Inmates have called for a review of the Sexual Offences Act, saying it is being exploited by women to have men jailed on flimsy grounds.
In a memorandum presented to the Senate Committee of Justice, Legal Affairs and Human Rights, inmates at Industrial Area prison said most of them were behind bars for sexual offences.
Committee chairman Samson Cherargei said the Act was drafted in a manner that makes it easy to throw someone in jail. He promised his team will start the review process.
“While this Act has been helpful in reining sexual violators, drafting of this law appears skewed. It only targets some people,” the Nandi senator said.
The inmates complained that the level of proof for sexual offences was low, making it easy for a complainant to “cook allegations.”
“A review should be undertaken to make it stringent, such that should the accused be acquitted, stern legal action should be taken against the complainant,” the inmates said.
The senators were on a visit to the correctional facility on Tuesday.
The inmates cited a recent case aired by Citizen TV in which a convicted man was allegedly framed by his wife who accused him of sexually molesting their daughter.
“We have seen instances where people are being framed by their own children due to influence and undue pressure from their mothers,” they said.
Senators Mutula Kilonzo Jnr, Mohamed Faki, and Mithika Linturi said they were surprised the file of the inmate in the expose’ had not been recalled.
“Why has the file of the Kamiti prisoner whose daughter said she was influenced to incriminate the father not reached the Chief Justice?,” Mutula said.
The inmates petitioned the committee to develop a law to facilitate the integration of offenders who have completed their jail time.
“The Senate should come up with a legislation to integrate acquitted prisoners or those who have completed their terms and paid their debts back to the society without red tape, bureaucracy, discrimination and stigmatisation,” the memo reads.
They want restituted offenders discharged of their conviction records so that they are not disadvantaged when seeking job opportunities.
“We find that there are numerous cases where rehabilitated prisoners are still being discriminated against and denied employment opportunities,” they said.
As part of sustainable integration arrangements, the prisoners want an affirmative action to recognize ex-convicts as a marginalised group.
“Parliament should come up with legislation and nominate both at the National Assembly and the Senate ex-prisoners or remandees as part of the marginalised groups.”
The inmates asked the committee to address huge bond and bail disparities for the same offences in the courts. They complained that courts impose exorbitant bail terms on most remandees, making them languish in jails.

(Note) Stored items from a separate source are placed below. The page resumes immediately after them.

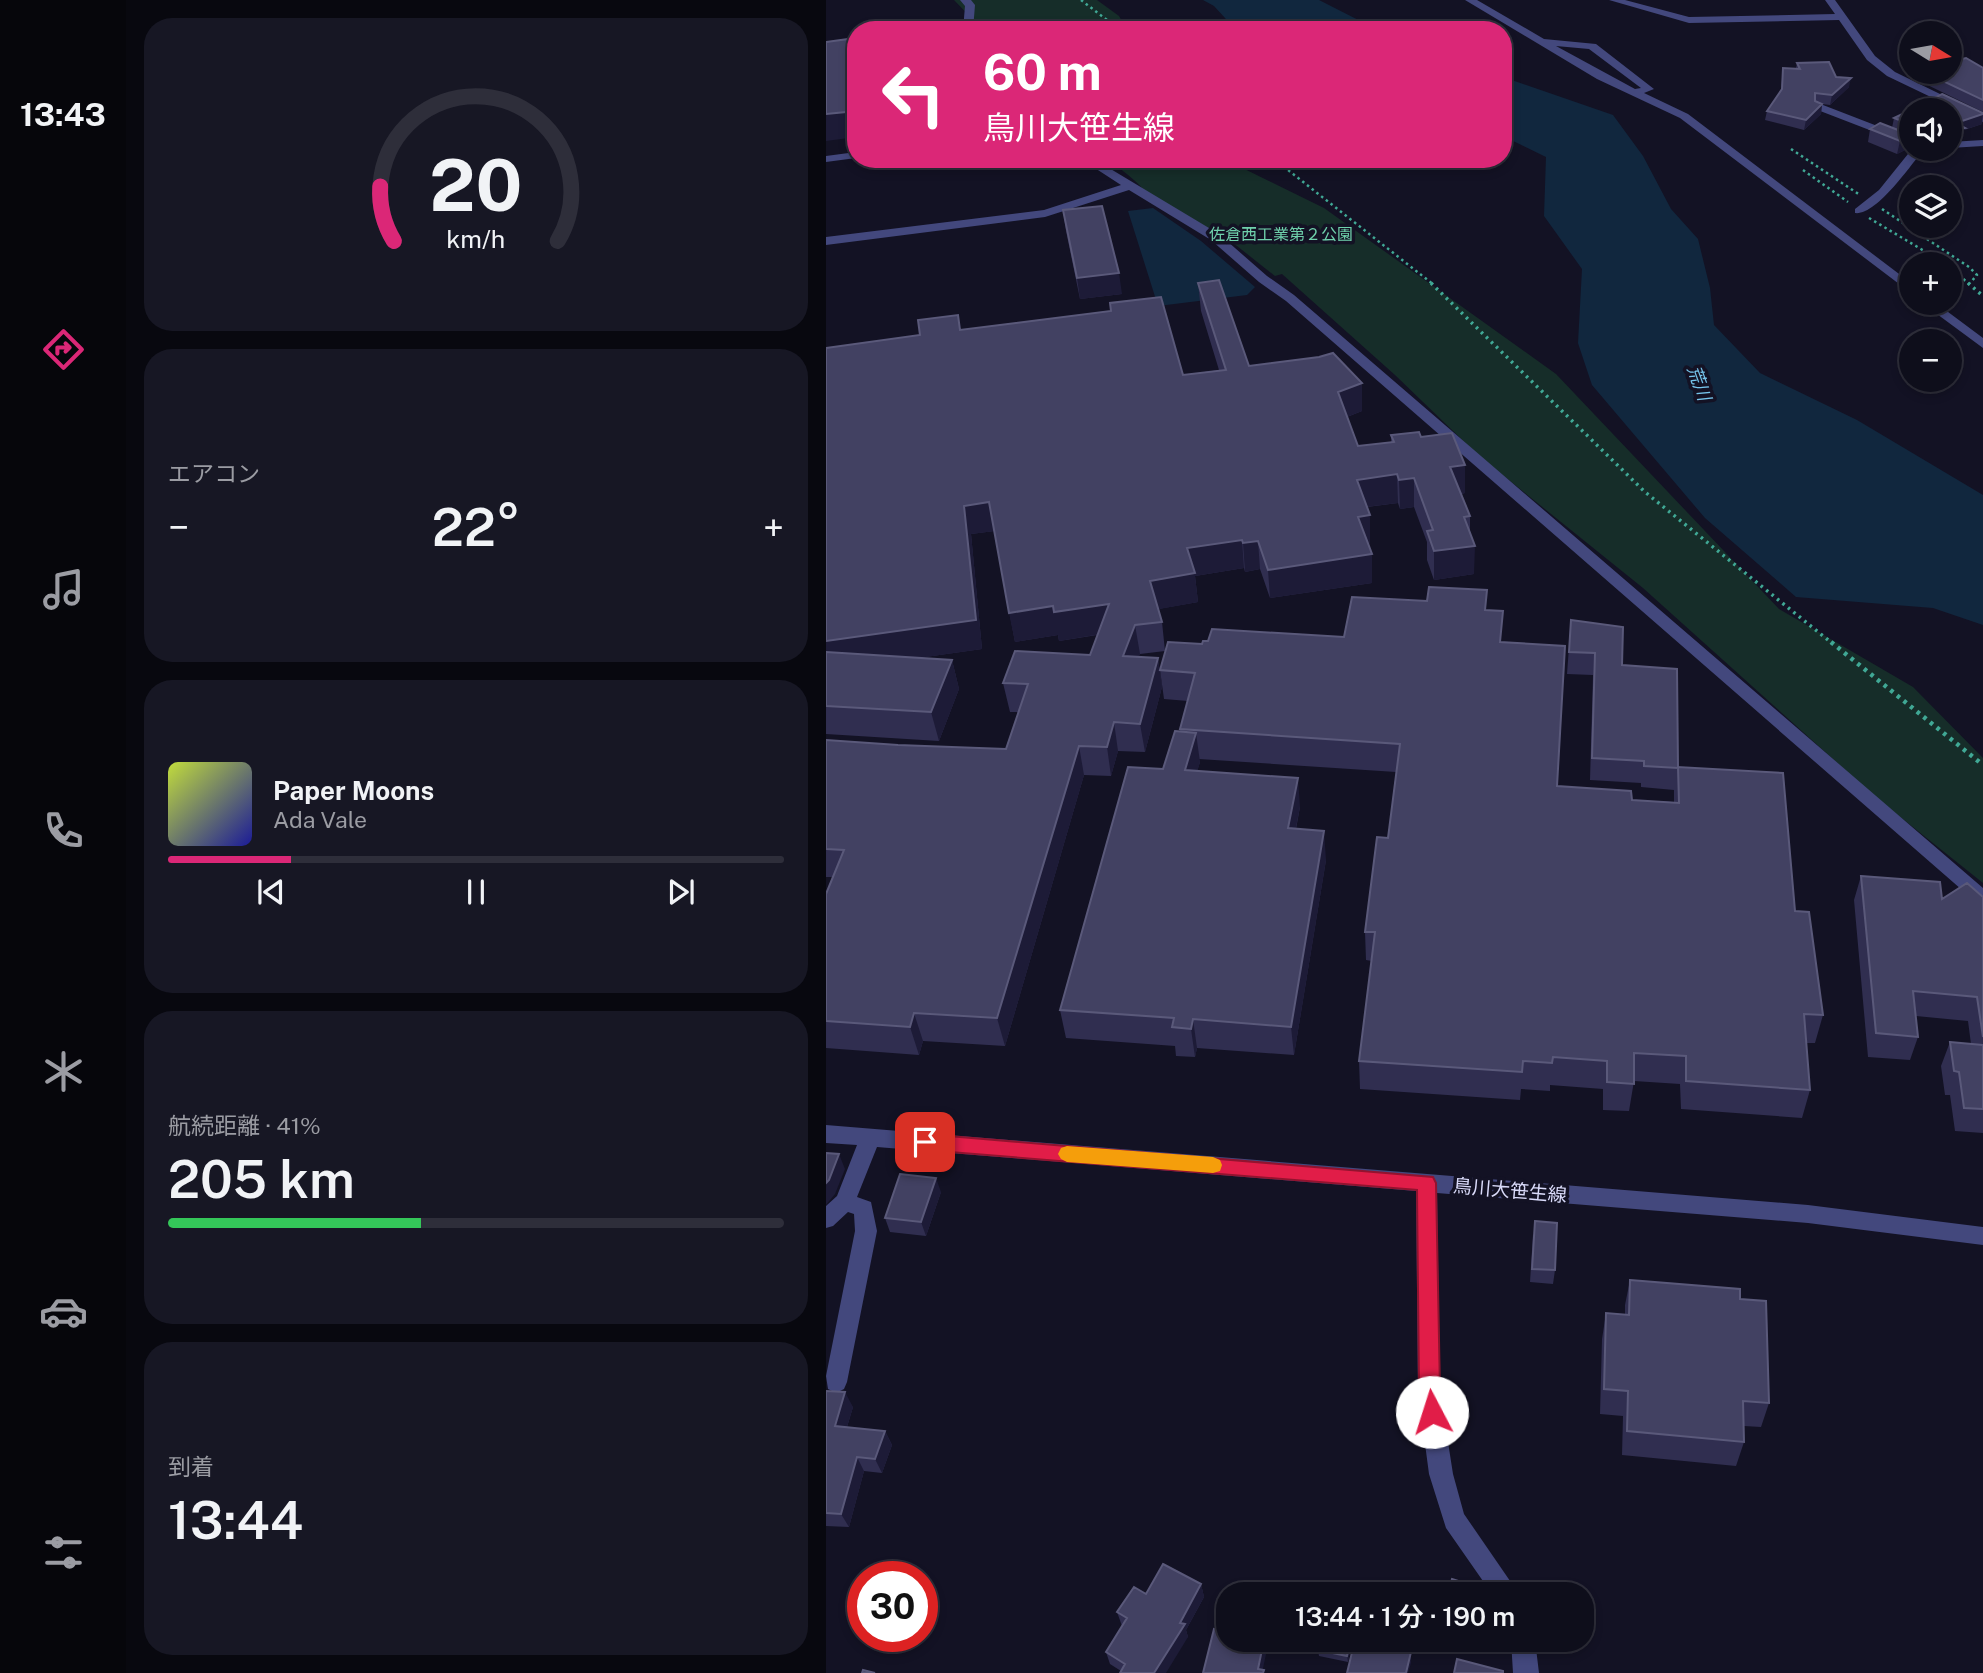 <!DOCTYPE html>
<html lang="ja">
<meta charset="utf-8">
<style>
:root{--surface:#0e0e1b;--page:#171724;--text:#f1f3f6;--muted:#9b9ca3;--line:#2e2e3a;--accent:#db2777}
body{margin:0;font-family:"Public Sans","Noto Sans JP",sans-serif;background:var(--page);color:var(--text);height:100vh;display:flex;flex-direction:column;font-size:26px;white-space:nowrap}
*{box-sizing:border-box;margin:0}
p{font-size:23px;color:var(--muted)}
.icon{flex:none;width:38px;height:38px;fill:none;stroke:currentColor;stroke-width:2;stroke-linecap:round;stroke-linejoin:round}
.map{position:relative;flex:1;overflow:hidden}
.drawer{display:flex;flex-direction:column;gap:18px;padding:18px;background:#08080f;width:700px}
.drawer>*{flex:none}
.guide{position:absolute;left:21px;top:21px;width:665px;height:147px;border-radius:28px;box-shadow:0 4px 10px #0003,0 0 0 2px var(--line);background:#db2777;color:#fff;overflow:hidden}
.needle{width:46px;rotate:101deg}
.controls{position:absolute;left:1073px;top:21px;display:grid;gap:14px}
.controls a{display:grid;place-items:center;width:63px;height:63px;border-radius:50%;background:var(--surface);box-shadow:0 4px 10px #0003,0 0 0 2px var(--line);font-size:35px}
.speed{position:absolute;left:21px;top:1561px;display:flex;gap:14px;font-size:35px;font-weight:700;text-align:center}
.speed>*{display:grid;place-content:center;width:91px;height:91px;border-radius:50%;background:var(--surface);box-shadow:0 4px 10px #0003,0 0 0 2px var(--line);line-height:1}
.speed .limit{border:10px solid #d22;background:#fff;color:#111}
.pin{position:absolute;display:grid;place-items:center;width:60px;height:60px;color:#fff;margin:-30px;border-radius:14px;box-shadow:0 4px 10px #0006}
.me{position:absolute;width:77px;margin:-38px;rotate:355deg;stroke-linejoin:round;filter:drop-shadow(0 0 5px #0008)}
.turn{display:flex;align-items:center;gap:24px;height:147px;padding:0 21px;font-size:32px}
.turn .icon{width:91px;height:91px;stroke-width:2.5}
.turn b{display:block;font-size:49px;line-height:60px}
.big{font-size:52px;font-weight:600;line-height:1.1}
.drawer .tile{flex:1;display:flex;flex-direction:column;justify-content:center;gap:10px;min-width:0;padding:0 24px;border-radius:28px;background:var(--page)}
.drawer .dial{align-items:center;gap:0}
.dial svg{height:182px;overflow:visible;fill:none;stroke:var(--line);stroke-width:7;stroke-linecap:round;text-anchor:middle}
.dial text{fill:var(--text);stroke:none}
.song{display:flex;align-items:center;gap:21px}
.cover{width:84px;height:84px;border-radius:10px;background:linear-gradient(135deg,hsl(70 70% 55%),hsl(240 70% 35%))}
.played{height:7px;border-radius:4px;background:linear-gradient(90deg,var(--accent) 20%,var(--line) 20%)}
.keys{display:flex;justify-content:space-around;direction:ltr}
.heat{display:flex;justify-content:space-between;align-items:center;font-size:38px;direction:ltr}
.charge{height:10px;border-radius:5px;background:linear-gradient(90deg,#34c759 41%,var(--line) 0)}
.trip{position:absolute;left:390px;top:1582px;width:378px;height:70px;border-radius:28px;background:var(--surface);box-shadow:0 4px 10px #0003,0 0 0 2px var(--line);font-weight:600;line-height:70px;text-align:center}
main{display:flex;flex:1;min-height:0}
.dock{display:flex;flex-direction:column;width:126px;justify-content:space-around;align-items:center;background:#06060b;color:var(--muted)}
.dock .icon{width:49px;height:49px}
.dock .on{color:var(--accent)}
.dock b{font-size:32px;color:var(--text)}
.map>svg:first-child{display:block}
</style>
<main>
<nav class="dock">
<b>13:43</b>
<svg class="icon on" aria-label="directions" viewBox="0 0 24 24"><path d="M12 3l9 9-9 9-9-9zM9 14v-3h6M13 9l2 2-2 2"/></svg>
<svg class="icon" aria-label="music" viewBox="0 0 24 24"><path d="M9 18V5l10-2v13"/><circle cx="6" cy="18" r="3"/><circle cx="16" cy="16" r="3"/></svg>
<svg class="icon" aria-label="phone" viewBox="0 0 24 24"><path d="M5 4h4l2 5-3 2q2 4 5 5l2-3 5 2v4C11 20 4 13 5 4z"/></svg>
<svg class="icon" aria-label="climate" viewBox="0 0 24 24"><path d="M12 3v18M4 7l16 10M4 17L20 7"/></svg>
<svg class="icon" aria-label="car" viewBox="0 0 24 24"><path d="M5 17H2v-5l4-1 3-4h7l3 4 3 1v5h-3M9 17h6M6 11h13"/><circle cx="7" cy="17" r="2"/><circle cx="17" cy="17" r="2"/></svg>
<svg class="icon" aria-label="filters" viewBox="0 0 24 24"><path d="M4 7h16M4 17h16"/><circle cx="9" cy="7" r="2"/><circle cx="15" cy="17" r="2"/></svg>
</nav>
<section class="drawer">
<div class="tile dial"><svg viewBox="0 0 100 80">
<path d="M14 69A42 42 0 1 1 86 69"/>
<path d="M14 69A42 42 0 0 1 8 45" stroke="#db2777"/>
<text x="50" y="56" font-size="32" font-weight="700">20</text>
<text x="50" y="72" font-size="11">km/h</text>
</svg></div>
<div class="tile"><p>エアコン</p>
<div class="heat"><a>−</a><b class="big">22°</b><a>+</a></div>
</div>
<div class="tile">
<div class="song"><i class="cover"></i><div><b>Paper Moons</b><p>Ada Vale</p></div></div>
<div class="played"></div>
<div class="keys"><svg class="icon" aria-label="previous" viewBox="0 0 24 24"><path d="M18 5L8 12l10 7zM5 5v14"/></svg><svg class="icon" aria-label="pause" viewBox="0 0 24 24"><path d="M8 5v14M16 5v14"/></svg><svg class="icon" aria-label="next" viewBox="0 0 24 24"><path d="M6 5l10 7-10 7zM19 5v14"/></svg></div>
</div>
<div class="tile"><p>航続距離 · 41%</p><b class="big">205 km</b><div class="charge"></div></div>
<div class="tile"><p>到着</p><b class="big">13:44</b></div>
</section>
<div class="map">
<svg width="1157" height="1673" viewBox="0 0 1157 1673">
<rect width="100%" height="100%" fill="#131224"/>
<path fill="#162d29" d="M128,0H271L293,16L301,30H157Z
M283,159H398L498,208L730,374L953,609L1087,687L1157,758V883L1048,796L817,588L653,456L569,375L456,274L449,276L411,246L320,195C318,185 293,169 283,159Z"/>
<path fill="#11273e" d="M377,0H493L552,30H410L388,6Z
M677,77L787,115L817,156L845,209L872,239L884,288L888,325L934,373L1031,420L1157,495V625L1107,608L970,597L879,518L766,385L752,343L756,269L718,216L720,157L677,136Z
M327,208L375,241L429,287L421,295L332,306L302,211Z"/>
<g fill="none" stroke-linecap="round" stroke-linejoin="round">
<path stroke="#40a895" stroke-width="2.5" stroke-dasharray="2.5 3.5" stroke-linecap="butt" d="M255,0L294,30
M965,149L1034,195
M448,159L608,285
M977,170L1022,202
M1056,209L1143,267L1151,275L1144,283
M1043,218L1120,264
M1124,267L1144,285"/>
<path stroke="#40a895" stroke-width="3.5" stroke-dasharray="2.5 4.5" stroke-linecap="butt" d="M605,283L819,492L1007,644
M1142,283L1157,296"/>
<path stroke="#40a895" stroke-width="4.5" stroke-dasharray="3.5 5" stroke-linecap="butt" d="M1005,642L1157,765"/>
<path fill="#43487d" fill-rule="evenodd" d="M134,0H145L149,5L147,30H137L139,6Z
M639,0H651L718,39L770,44L828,89L818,93L862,114L1085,283V293L854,118L771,79ZM730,46L763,49L815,88L809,89Z
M783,0H799L863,17L1009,14L999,0H1009L1049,56L1069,72L1157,115V122L1061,76L1041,60L1013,20L863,23Z
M989,105H997L1085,139V146L989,109Z
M1157,140V146L1124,148V142Z
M1086,149H1098C1085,165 1050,216 1029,213V209L1053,190Z
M30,152V158L0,162V156Z
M255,159H268L393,234L441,276L468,295L1157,888V905L1151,903L460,301L433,282L385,240L303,190L219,217L0,245V237L218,210L295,185Z
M1096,303H1110L1157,338V348Z
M0,1125L982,1205L1157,1227V1245L982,1223L611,1193L614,1391L627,1474L638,1514L693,1594H666L620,1528L603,1474L592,1391L590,1191L51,1147L31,1197L45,1202L51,1231L21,1382L18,1389L10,1393L2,1389L0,1376L29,1231L28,1214L22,1212L7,1226L0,1228V1206L11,1196L31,1145L0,1143Z
M685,1640H709L713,1673H687Z"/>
</g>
<path fill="#302e50" d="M1132,60L1157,68V112L1081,75L1083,64H1085V72H1124Z
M971,63L1010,77L1023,87L1004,105L996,104L995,114L978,130L939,120L941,111L955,91L957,68H970Z
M1116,94L1157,113L1156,124L1138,130L1136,139L1125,140L1124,147V110H1085V140L1083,148L1071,154L1042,142L1044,129L1054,123L1066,128L1068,118L1085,110L1105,105L1106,99Z
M1099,149H1123L1113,159L1097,154Z
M237,210L296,294L254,299L240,231Z
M372,283L423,366L536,411L521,417L532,446L565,442V435L595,437L639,465V493L635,494L644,516V531L648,574L608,580L601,560V542L588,507L574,509L572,503L541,507L544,543L542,544L546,583L444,598L434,569L419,572L418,568L369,576L372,602L332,609L336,622L339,651L314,654L312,657L332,658L336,687L319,752L292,751L285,776L258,775L179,1046L97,1041L93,1055L0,1048V894L7,877H0V740L72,745L180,749L192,712H184L177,683L264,655L271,635L233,641L232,635L189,642L168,531L145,534L156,649L92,658L126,660L133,689L113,741L0,734V348L285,311L284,303L357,375L393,370L375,311Z
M661,610L675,642L731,786L806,800L848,802V790L815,787V783L764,780L767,675L741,674L745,620L796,665L853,767L969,911L997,1015L989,1043H980L984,1090L976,1118L855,1109L854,1084L808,1081L803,1111L777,1110V1089L724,1085V1091L695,1089L694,1100L534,1089L533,1061L546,961L540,960L539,932L562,838L570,772L373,759L374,762L371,771L474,807L470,829L500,860L468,1055L371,1048L369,1057L350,1056L349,1046L240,1038L234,1010L337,769L354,731L362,701L338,699L334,670L376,644L518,637Z
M1035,876L1116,899L1157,897V1133L1129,1131L1124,1095H1119L1115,1066L1124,1042L1145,1044L1142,1021L1090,1016L1092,1037L1084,1060L1042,1057L1028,900Z
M115,1192L100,1236L64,1232L59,1218Z
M707,1234L729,1270L727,1284L704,1282Z
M804,1280L914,1299L943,1403L935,1427L918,1426V1442L910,1466L796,1455L797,1416L774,1414L776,1339L780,1313L799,1315V1305Z
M0,1391L27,1407L21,1427L59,1431L66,1445L56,1473L38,1471L23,1527L0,1526Z
M375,1584L378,1597L360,1630L362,1637L295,1671L284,1664L280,1652L296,1626L291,1612L320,1594Z
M526,1640L522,1662L493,1656L492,1650Z
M602,1640H673V1642L625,1654L602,1647Z"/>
<path fill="#1d1b37" d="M1025,78L1023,87L1004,105L1006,95Z
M996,104L995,114L978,130L980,120Z
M30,111V137L0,141V114Z
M1157,114L1156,124L1138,130L1136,139L1125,140L1124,147V130L1130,123Z
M1085,136L1083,148L1071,154L1074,141Z
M1115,149H1123L1113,159Z
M293,273L296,294L254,299L251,278Z
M536,383V411L513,420L512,392Z
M639,465V493L624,495V467Z
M571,474L572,503L531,508V480Z
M588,478V507L574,509L573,480Z
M163,502L169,531L145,534L156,649L1,671L0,677V641L138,506Z
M544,515V543L533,545L532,517Z
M416,540L418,568L369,576L372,602L328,610L324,581L361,548Z
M432,541L434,569L419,572L417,543Z
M649,546L648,574L608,580V551Z
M546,554V583L444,598L442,570Z
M283,604L287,632L233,641L232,635L189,642L183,613L227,606Z
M309,625L314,654L302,685L297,656Z
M332,658L336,687L319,752L314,724Z
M126,660L133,689L113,741L105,712Z
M288,722L292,751L285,776L281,747Z
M370,733L374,762L363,800L359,770Z
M253,746L258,775L179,1046L171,1018Z
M472,778L474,807L464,857L462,828Z
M498,831L500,860L468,1055L465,1027Z
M88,1013L97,1041L93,1055L84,1027Z
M367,1019L371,1048L369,1057L365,1029Z
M13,1154L19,1169L9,1194L0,1205V1183Z
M110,1178L115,1192L100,1236L95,1222Z
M19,1392L27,1407L17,1440L9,1426Z
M59,1431L66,1445L56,1473L49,1459Z
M31,1457L38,1471L23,1527L15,1514Z
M375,1584L378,1597L360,1630L362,1637L340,1673H328Z
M438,1640H443L436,1673L432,1669Z
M525,1640H526L522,1662L521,1656Z
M639,1640H673V1642L625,1654L626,1643Z
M585,1652V1663L582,1673H580Z"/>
<path fill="#424162" stroke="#5a597a" stroke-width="2" d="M30,38V111L0,114V42Z
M1124,55L1132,60L1140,58L1157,68V100L1098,72H1124Z
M1003,62L1010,77L1025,78L1006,95L989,93V101L996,104L980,120L941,111L956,89L957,68L974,69L971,63Z
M1116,94L1157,113V114L1130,123L1139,128L1124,130L1125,140L1124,141V110H1085V125L1068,118L1085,110L1112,103L1106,99Z
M1054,123L1085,135V136L1074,141L1044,129Z
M276,206L293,273L251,278L237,210Z
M393,280L423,366L493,357L507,353L536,383L512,392L532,446L568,442L565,435L593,432L595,437L626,433L639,465L624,467L644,516L638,517L649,546L608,551L601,531L607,530L588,478L573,480L571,474L531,480L544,515L532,517L546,554L442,570L432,541L417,543L416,540L361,548L369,573L324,581L336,622L309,625L297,656L332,658L314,724L288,722L281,747L253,746L171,1018L88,1013L84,1027L0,1021V894L18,850L0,849V740L72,745L180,749L202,684L177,683L189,651L264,655L283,604L228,612L227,606L183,613L163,502L138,506L150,620L0,641V348L94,335L92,320L132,315L134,330L285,311L284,303L335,297L357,375L400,370L372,283Z
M603,587L661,590L659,610L677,611L674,642L739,646L731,786L805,791L806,800L853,803L852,767L957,773L969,911L983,912L997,1015L978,1014L984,1090L860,1081V1056L808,1053V1084L781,1082V1061L727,1057L726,1063L697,1061L696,1072L533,1061L549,932H539L551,837L562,838L574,744L354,729L369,673L334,670L342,642L376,644L377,641H382L386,629L518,637L526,597L601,601Z
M745,620L797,627L796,665L851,669L852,768L818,766V761L766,758L769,653L743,652Z
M0,652L126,660L105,712L0,706Z
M349,731L370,733L359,770L472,778L462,828L498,831L465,1027L367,1019L365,1029L346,1027L348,1018L234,1010L302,767L337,769Z
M1035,876L1114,882L1116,899L1141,883L1157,897V1037L1151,997L1087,991L1092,1037L1050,1033Z
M1124,1042L1157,1045V1109L1138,1108L1133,1072L1128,1071Z
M0,1153L13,1154L3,1180L0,1183Z
M74,1174L110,1178L95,1222L59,1218Z
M709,1221L731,1223L729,1270L706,1269Z
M804,1280L914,1289V1299L940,1301L943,1403L917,1401L918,1442L801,1431L802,1391L778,1389L780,1313L803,1315Z
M0,1391L19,1392L9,1426L59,1431L49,1459L31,1457L15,1514L0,1513Z
M337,1564L375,1584L354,1623L359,1624L328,1673H294L299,1664L280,1652L301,1618L291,1612L308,1587L320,1594Z
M626,1579L664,1591L665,1594H622Z
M402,1611V1640H438L432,1669L438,1670L437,1673H377L388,1629L398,1631Z
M495,1640H525L521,1656L492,1650Z
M529,1640H533L585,1652L580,1673H521Z
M615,1640H639L626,1643Z
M631,1659L677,1671V1673H628Z
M37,1670L49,1673H36Z"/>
<path fill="#e11d48" stroke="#92132f" stroke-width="2" d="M99,1134L607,1177L610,1183L614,1391L617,1412L614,1419L606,1421L599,1419L593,1391L591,1190L99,1150L93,1148L90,1142L93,1137Z"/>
<path fill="#f59e0b" d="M241,1146L387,1157L394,1160L396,1165L394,1171L387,1173L241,1162L235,1159L232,1154L235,1148Z"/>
<g text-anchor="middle" stroke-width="7" stroke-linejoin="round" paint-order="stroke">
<g font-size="16" fill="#6fd1ac" stroke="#131224">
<text x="455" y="240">佐倉西工業第２公園</text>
</g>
<g font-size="18" font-style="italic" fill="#76c5ec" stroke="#131224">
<text transform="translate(873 383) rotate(70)" y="6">荒川</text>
</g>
<g font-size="19" fill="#dadbfa" stroke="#131224">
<text transform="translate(684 1190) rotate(5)" y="7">鳥川大笹生線</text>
</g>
</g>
</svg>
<div class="controls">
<a><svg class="needle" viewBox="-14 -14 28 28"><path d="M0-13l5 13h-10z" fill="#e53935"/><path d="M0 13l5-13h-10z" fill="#9b9ca3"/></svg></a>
<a><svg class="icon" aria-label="sound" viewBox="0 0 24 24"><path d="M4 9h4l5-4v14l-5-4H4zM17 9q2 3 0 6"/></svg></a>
<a><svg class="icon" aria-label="layers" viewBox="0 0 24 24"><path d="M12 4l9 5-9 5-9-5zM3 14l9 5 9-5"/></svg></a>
<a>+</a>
<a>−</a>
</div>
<div class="speed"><div class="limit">30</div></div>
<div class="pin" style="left:99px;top:1142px;background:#d93025"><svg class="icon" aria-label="arrive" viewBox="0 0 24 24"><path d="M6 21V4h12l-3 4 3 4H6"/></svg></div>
<svg class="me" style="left:606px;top:1412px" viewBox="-20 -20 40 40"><circle r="19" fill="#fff"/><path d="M0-13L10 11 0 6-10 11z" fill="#e11d48"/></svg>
<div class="trip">13:44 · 1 分 · 190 m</div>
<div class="guide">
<div class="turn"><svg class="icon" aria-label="left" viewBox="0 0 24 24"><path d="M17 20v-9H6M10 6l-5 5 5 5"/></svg><div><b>60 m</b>鳥川大笹生線</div></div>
</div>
</div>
</main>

“A majority of us live below poverty lines and it’s a grave challenge raising the bond or meeting those terms,” the memo said.
They said some remandees and inmates are denied bail or bond by the courts yet others with similar charges are granted the same.
Brian Ochieng’ Odhiambo, 15, told the Star he was arrested last year in Kariobangi and charged with being in possession of a knife. He was accused of preparing to commit a felony.
The Standard 8 leaver said he was granted a bail of Sh50,000 last July but was unable to raise the amount, hence remanded at the juvenile section.
The inmates also complained of slow pace of determining the cases, with Makadara law courts cited as notorious for case backlogs.